It’s sort of like angular momentum, but associated with particles, and isn’t tied to anything actually rotating. It’s just an intrinsic property of those particles, and it classifies their behaviour (fermions with half-integer spin, bosons for full integer). It also determines where how the electron’s magnetic field is oriented (it’s the same axis).
It’s fully described mathematically and we know what it does, but I’m not actually sure if there’s even a currently accepted model of what is it’s source. Maybe if there’s a professional physycist on this reddit, they can say.
The spin indirectly tells you how the electron interact with the magnetic field, and that’s how we measure spin anyway.
Abstractly, spin of a electron is a quantity that belong to the electron itself considered as an independent system. If “we” (the observer) stay in the electron’s rest frame and rotate, spin changes in such a way that the result is only dependent on 2 things: the orientation we look at the electron at the end, and whether we get there by doing short or long rotations.
There isn’t really an ELI5 explanation of what it actually is or where it comes from. Telling you to imagine a ball that’s spinning except it’s not a ball and it’s not spinning won’t get you too far.

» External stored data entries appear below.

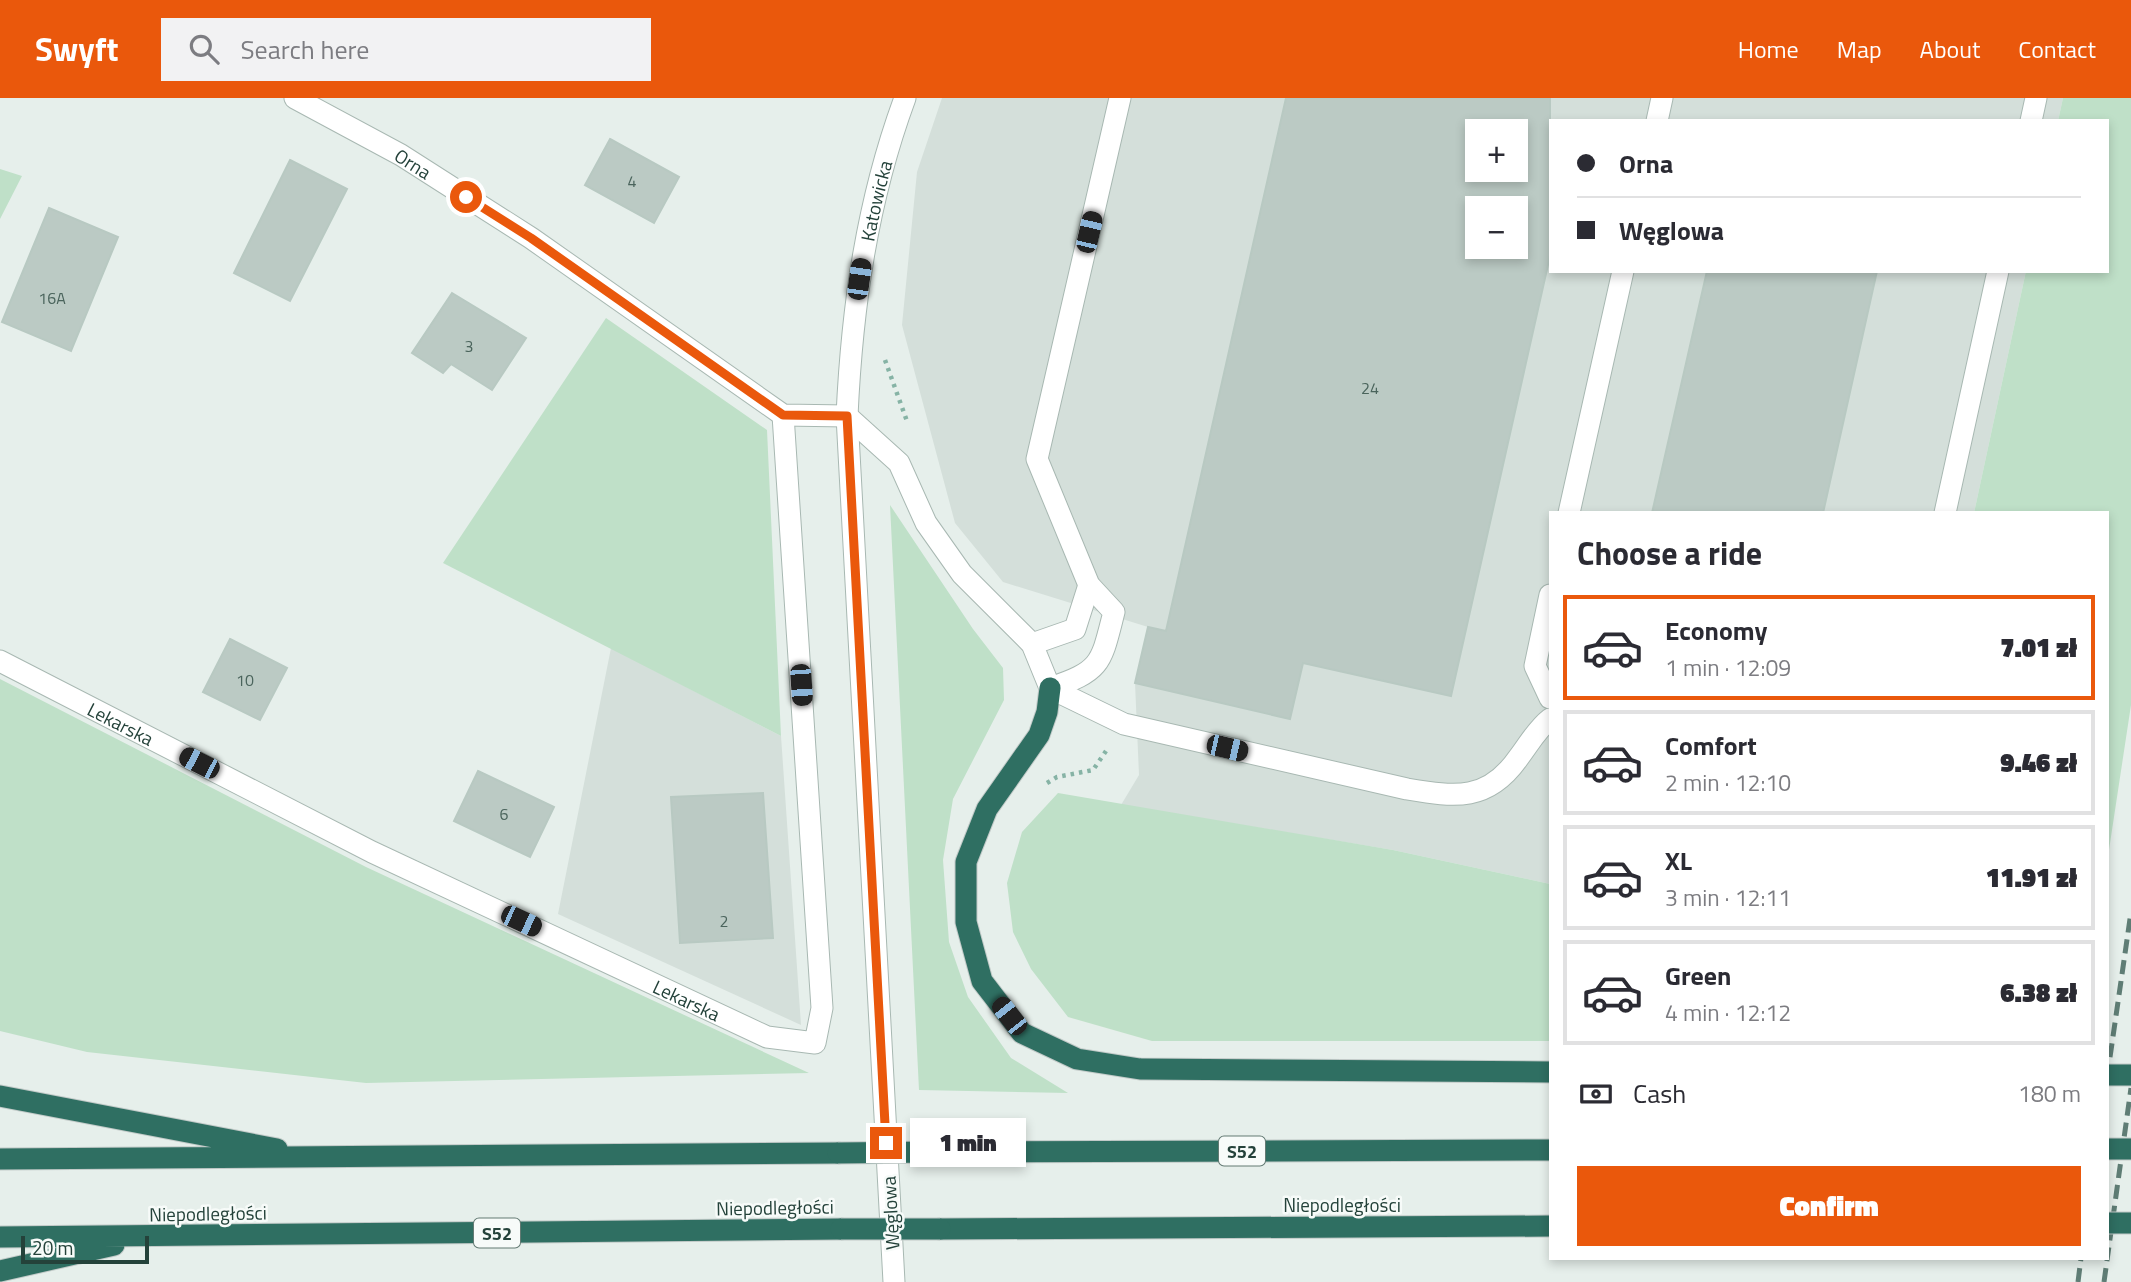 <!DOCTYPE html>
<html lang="en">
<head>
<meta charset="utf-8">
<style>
  :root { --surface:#fff; --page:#f2f2f3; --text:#2b2b33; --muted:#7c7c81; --line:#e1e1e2; --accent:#ea580c }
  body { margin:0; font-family:"Titillium Web",sans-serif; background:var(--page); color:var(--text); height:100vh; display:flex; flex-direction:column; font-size:26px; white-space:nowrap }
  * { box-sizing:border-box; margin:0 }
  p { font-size:23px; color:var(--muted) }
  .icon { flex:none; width:38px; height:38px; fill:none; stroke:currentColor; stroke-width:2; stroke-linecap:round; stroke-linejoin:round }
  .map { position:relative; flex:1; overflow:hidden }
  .panel { position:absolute; left:1549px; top:413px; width:560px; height:749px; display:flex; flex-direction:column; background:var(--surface); border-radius:0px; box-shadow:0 4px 10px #0003 }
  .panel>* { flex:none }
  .top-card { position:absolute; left:1549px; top:21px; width:560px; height:154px; border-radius:0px; box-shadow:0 4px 10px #0003; display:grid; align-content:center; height:154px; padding:0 28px; background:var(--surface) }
  .controls { position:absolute; left:1465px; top:21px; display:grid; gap:14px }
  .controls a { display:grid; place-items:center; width:63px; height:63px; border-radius:0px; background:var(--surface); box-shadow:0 4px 10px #0003; font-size:35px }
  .scale { position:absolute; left:21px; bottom:18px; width:128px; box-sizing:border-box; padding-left:7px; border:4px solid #24423a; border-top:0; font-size:19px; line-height:24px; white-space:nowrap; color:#24423a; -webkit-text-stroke:5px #f7fbf9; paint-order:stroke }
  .end { position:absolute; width:32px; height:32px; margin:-16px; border:9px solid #ea580c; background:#fff; box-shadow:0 0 0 4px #fff }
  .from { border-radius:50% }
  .bubble { position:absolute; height:49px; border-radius:0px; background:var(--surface); box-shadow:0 4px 10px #0003; font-size:23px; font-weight:800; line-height:49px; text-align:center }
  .car { position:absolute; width:21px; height:42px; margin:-21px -10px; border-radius:9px; box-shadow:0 0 5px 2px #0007; background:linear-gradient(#222 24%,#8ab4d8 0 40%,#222 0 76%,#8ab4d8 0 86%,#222 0) }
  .top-card b { display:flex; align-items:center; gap:24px; height:66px; font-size:26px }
  .top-card b+b { border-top:2px solid var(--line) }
  .top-card i { width:18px; height:18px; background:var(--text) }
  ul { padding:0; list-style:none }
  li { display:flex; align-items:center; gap:21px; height:105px; margin:0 14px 10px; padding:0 14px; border:4px solid var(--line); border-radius:0px }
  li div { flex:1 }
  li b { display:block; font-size:26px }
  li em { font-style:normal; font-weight:800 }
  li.current { border-color:var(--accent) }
  li>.icon { width:63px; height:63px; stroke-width:1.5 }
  h2 { padding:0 28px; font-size:32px; line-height:84px }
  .pay { display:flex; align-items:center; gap:18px; height:77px; padding:0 28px; font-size:26px }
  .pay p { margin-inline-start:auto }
  .button { display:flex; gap:14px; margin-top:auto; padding:14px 28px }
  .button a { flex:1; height:80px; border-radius:0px; background:var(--accent); color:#fff; font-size:28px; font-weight:800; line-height:80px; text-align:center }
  header { display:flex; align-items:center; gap:42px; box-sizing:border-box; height:98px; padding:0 35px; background:var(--accent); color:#fff }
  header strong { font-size:33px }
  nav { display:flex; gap:38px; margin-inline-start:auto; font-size:24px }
  .search { width:490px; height:63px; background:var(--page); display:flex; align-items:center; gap:18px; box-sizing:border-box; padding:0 24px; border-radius:0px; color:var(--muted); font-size:26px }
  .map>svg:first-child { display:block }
  .built { fill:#d4dfda; fill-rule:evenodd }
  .green { fill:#bfe0c8 }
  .building { fill:#bbcac4; stroke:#b8c9c2; stroke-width:2; fill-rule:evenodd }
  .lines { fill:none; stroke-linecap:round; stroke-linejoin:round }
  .minor-casing { stroke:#a8b8b2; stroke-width:23 }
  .highway-casing { stroke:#c2cac8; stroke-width:23 }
  .path { stroke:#86b3a5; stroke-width:4.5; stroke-dasharray:3.5 5; stroke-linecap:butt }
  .minor { stroke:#fff; stroke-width:21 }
  .highway { stroke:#2f6f62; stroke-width:21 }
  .rail { stroke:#5f7d75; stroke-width:5; stroke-dasharray:14 7; stroke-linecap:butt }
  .highway-bridge-casing { stroke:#c2cac8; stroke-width:23; stroke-linecap:butt }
  .highway-bridge { stroke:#2f6f62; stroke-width:21 }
  .route { stroke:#ea580c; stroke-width:9 }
  .labels { text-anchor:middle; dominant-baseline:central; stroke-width:5; stroke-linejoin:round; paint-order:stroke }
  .number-label { font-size:16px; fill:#4a645c }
  .shield { fill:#f7fbf9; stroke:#637a73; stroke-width:2 }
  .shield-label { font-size:18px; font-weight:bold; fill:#24423a }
  .street-label { font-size:19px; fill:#24423a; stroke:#f7fbf9 }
</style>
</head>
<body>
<header>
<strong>Swyft</strong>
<div class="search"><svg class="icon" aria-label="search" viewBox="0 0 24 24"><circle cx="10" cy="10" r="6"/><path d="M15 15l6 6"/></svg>Search here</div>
<nav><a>Home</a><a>Map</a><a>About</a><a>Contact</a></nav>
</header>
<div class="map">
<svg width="2131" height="1184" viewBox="0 0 2131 1184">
  <rect width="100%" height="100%" fill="#e6efeb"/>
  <!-- built -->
  <path class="built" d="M942,0h1121l-5,23h-508v150h476l-52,242h-424v371l-157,-34 -272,-45 18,-30 -4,-92 13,-56 -145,-45 -48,-59 -53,-198 15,-153zM1477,33h39v39h-39zM1477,110h39v39h-39z
    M611,550l170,88 20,289 -243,-111z"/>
  <!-- green -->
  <path class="green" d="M2063,0h68v607l-24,158v-350h-133l52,-242h81v-150h-49z
    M0,71l22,7 -22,43z
    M606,220l161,112 14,306 -338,-173z
    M890,407l83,124 30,39 1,32 -51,99 -10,61 6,82 19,55 43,61 57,35 -149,-3z
    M0,581l366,188 443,206 -443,10 -279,-31 -87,-21z
    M1058,695l335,57 157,34v157h-398l-84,-24 -37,-48 -18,-37 -6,-49 15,-51z"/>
  <!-- building -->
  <path class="building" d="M1286,0h264v158l-99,440 -148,-33 -13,56 -155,-36 13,-56 18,4zM1477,33h39v39h-39zM1477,110h39v39h-39z
    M610,41l69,38 -25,46 -69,-38z
    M290,62l57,29 -57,112 -56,-28z
    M49,110l69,29 -47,114 -69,-29z
    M1707,173h170l-54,242h-171z
    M452,195l74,45 -34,52 -41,-26 -8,9 -31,-20z
    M230,541l57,29 -27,52 -57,-28z
    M478,673l76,36 -24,50 -76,-36z
    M763,695l10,145 -93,5 -9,-146z"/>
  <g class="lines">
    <!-- minor casing -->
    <g class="minor-casing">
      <g id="minor">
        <path id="s1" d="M295,0l106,57 130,83 252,177 64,1"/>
        <path d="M1657,23l5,-23"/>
        <path d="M2031,23l5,-23"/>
        <path d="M847,318l52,47 27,60 36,51 70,70 18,44 74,36 283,65c49,8 81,13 112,-32 10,-13 18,-28 31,-38"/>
        <path d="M1569,415l54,-242"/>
        <path d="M1945,415l53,-242"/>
        <path d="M1550,497l-15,71 15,32"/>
        <path d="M1032,546l43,-15 14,-44"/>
        <path id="s2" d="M0,563l372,191 395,185 48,6 7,-35 -39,-593"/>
        <path d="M1050,590c52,-17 51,-25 64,-76l-25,-27 -52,-126 83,-361"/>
        <path id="s3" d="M894,1184l-47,-866c5,-109 20,-215 58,-318"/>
      </g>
    </g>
    <!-- highway casing -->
    <g class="highway-casing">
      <path id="highway" d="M1050,590l-3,24 -8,23 -52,74 -21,53v60l16,59 40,52 55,26 63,10 410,3
        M0,998l277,53
        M933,1054l617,-2
        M0,1061l838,-6
        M940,1131l610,-3
        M0,1139l841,-8
        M0,1173l114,-26"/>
    </g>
    <!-- path -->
    <path class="path" d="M885,262l23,64
      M1047,685l10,-6 36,-7 13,-19"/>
    <!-- minor -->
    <use href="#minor" class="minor"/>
    <!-- highway -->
    <use href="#highway" class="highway"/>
    <!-- rail -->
    <path class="rail" d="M2107,980l24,-166
      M2078,1184l3,-24
      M2104,1184l27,-194"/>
    <!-- highway-bridge casing -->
    <g class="highway-bridge-casing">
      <path id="highway-bridge" d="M2107,977h24
        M2107,1051h24
        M838,1055l95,-1
        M2107,1125h24
        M841,1131h99"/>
    </g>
    <!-- highway-bridge -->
    <use href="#highway-bridge" class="highway-bridge"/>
  </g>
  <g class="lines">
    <!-- route -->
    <path class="route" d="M466,99l65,41 252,177 64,1 39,727"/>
  </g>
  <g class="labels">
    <!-- number labels -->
    <g class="number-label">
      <text x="632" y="83">4</text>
      <text x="52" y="200">16A</text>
      <text x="469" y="248">3</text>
      <text x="1370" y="290">24</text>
      <text x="245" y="582">10</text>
      <text x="504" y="716">6</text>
      <text x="724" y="823">2</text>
    </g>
    <!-- shield labels -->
    <g class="shield">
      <rect x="1219" y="1038.5" width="46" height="29" rx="5"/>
      <rect x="474" y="1120.5" width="46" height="29" rx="5"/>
    </g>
    <g class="shield-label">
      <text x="1242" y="1053">S52</text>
      <text x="497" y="1135">S52</text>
    </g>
    <!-- street labels -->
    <g class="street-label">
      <text stroke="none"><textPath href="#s1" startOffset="135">Orna</textPath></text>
      <text stroke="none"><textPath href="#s3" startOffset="1085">Katowicka</textPath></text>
      <text stroke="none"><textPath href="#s2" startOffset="136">Lekarska</textPath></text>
      <text stroke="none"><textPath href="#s2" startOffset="766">Lekarska</textPath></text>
      <text x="1342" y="1106">Niepodległości</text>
      <text transform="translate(775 1109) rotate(-1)">Niepodległości</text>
      <text transform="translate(208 1115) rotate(-1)">Niepodległości</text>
      <text transform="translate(890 1115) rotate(-93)">Węglowa</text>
    </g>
  </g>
</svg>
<div class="controls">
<a>+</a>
<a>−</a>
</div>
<div class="scale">20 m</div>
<i class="end from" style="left:466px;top:99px"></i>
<i class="end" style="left:886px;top:1045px"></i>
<div class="bubble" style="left:910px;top:1020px;width:116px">1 min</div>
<i class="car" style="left:1089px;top:134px;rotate:13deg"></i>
<i class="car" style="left:859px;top:181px;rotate:8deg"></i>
<i class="car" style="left:801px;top:587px;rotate:176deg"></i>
<i class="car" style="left:1227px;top:650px;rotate:103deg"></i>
<i class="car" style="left:199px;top:665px;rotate:297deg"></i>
<i class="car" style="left:521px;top:823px;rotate:115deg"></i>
<i class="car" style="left:1009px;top:918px;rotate:322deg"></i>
<div class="top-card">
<b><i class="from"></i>Orna</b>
<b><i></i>Węglowa</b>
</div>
<section class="panel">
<h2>Choose a ride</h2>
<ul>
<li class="current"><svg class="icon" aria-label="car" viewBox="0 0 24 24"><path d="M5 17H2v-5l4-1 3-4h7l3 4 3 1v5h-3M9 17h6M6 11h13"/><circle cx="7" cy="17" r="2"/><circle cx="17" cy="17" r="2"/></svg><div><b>Economy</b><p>1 min · 12:09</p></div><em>7.01 zł</em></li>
<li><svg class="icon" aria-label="car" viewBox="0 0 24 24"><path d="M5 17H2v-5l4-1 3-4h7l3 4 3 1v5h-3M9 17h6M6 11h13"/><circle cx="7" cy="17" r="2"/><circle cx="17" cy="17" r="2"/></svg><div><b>Comfort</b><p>2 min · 12:10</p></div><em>9.46 zł</em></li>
<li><svg class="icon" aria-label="car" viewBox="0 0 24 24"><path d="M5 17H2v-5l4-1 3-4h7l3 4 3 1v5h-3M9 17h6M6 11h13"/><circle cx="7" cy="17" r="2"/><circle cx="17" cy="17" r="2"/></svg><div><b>XL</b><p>3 min · 12:11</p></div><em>11.91 zł</em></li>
<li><svg class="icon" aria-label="car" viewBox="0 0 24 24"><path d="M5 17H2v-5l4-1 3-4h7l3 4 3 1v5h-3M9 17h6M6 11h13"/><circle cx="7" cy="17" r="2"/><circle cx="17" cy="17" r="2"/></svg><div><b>Green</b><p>4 min · 12:12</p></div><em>6.38 zł</em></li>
</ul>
<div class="pay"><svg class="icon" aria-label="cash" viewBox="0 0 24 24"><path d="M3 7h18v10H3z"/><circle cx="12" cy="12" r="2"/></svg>Cash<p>180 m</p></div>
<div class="button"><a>Confirm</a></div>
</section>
</div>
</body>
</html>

All I can say is that it’s a property that electrons have and it has a certain direction.
Magnetic fields are created by the flow of electric charge, right? Well, electrons have charge, and they’re moving, so they should have their own mini magnetic fields. The electron’s spin tells you how that magnetic field is aligned.
In most materials you have a fairly equal amount of electron spins in each direction, so they balance out and the material ends up having no overall magnetic properties.
In some materials like iron, there’s an overall direction that means it has some magnetic behaviour.
I can tell you that much, but I can’t really tell you what spin actually is or where it comes from.